セドリックがそう言って悲しそうに微笑む。

怒りよりも、傷ついた子どものような痛みが滲んでいる。


「片方の子は皇太子になり誰からも好かれ、もう片方の子は、親に疎まれ人と接するのが苦手になったんです」

セドリックがそう言って王妃の手を掴む。

王妃の肩が小さく震えた。


「エレオノーラから、俺が皇太子の兄弟だと聞かされた時、どんな気持ちだったか想像できますか?」

そう言って、セドリックは王妃を責めている。

「ただ、髪の色と瞳の色が似ていなかったというだけで。

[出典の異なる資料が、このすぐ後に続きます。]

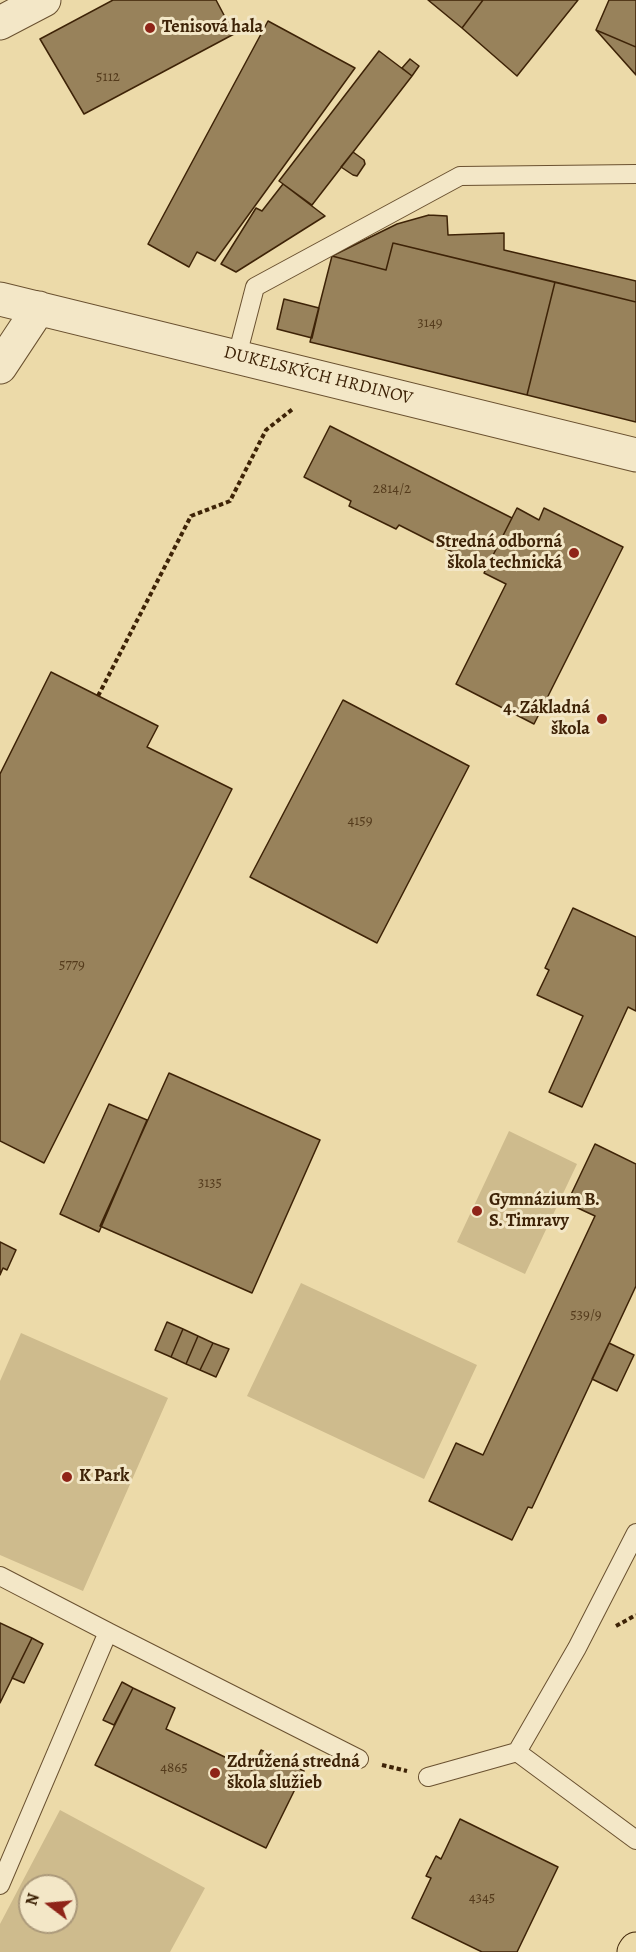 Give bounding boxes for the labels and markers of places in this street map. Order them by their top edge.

俺は伯爵家に置き去りにされたんです」

その声は静かなのに重かった。

長年積み重なった孤独や不満が、言葉の端々から滲み出ている。

王妃の瞳には涙が浮かんでいた。

それは、一人の母親の姿だった。


ふと、セドリックの設定資料が思い浮かんだ。

控えめで、人と話すのがちょっと苦手。

内向的。


そんな彼がこれほど変わってしまったのは、自分の出生についてエレオノーラに聞いたからか。

そう思ったら、寂しくなった。

もし誰かが彼に別の言葉をかけていたら。

もし別の形で真実を知っていたら。


セドリックがどんな人生を歩んできたのかはわからない。

ただ、もし本当に親から疎まれていたのだとして。

それでも、王妃は愛する人の子であるセドリックを産みたかったのだと。

いい意味で彼に伝えることができていたら。

こんなネガティブな結果になっていなかったかもしれない。


もしかしたら、銀恋では。

ヒロインであるエレオノーラがセドリックに寄り添ったのかもしれない。

こんな結果にならないように、2人の仲を取り持ったのかもしれない。

エレオノーラが転生者でなければ…

ゲームのストーリー通りであれば、こんな悲しい場面は生まれなかったのかも。

そんな考えが頭をよぎる。


「もう、やめてください、お兄様…」

ルシエラがそう言って、ポロポロと涙をこぼした。

幼い頃から慕ってきた兄の姿に驚いたのかもしれない。

小さな肩が震えている。

「お兄様は、いつも、優しかったのに…どうして…」

そう言って泣いている。


セドリックが少したじろいだ。

「お、俺は、正当な主張を、しているだけで…」

声が少し弱くなる。

誰にしているのかわからない言い訳をはじめた。

先ほどまでの自信が揺らいでいる。


「エレオノーラが、正当な主張だと言ったのですか?」

たじろいでいるセドリックに、まっすぐに言い返してみた。

会場中の視線がこちらへ集まる。

「それは…」

セドリックはあたふたとしている。

言葉が続かない。

たぶん、エレオノーラにいいように言われたんだろう。

ずっと心に抱えていた不満に付け込まれたのだ。


「セドリック様は、間違っていませんわ!あなたが王となるべき人なんです!」

エレオノーラがそう言って、セドリックの腕を掴んだ。

セドリックがエレオノーラを見て悩んでいるように見えた。


「それ、俺にも言ったよね?『あなたが王となるべき人なんです』って」

そう声が聞こえて、振り返る。

そこには、マルテロが立っていた。


会場の入口に寄りかかるようにして立っている。

顔色はすごく悪い。

青白い顔に汗が滲み、今にも倒れそうだった。

起きていい状態なのか。

王妃がフラフラと立ち上がって「どうして」と声を漏らした。

母親の顔だった。


マルテロがセドリックのところまで行って、下から上へと視線を上げる。

双子の兄弟の初体面。


「君が、俺の、兄なんだ」

マルテロがそう言って、自虐的に笑った。

どこか照れくさそうでもあった。


「兄弟そろって、同じ女に騙されるなんて、情けないな」

マルテロがそう言うと、セドリックが驚いたように目を見開いた。

その言葉は責めるものではなかった。

そうしてセドリック「そうだな」と呟く。


長い沈黙の後の、素直な言葉だった。

向かい合って苦笑する2人は、まるで毒素が抜かれたように、すっきりした顔をしていた。

憎しみでも怒りでもなく。

ようやく出会えた、兄弟の顔だった。

その姿を見たルシエラがまた涙をこぼし、王妃も震える手で口元を押さえる。


重苦しく張り詰めていた会場の空気が、ほんの少しだけ和らいだ気がした。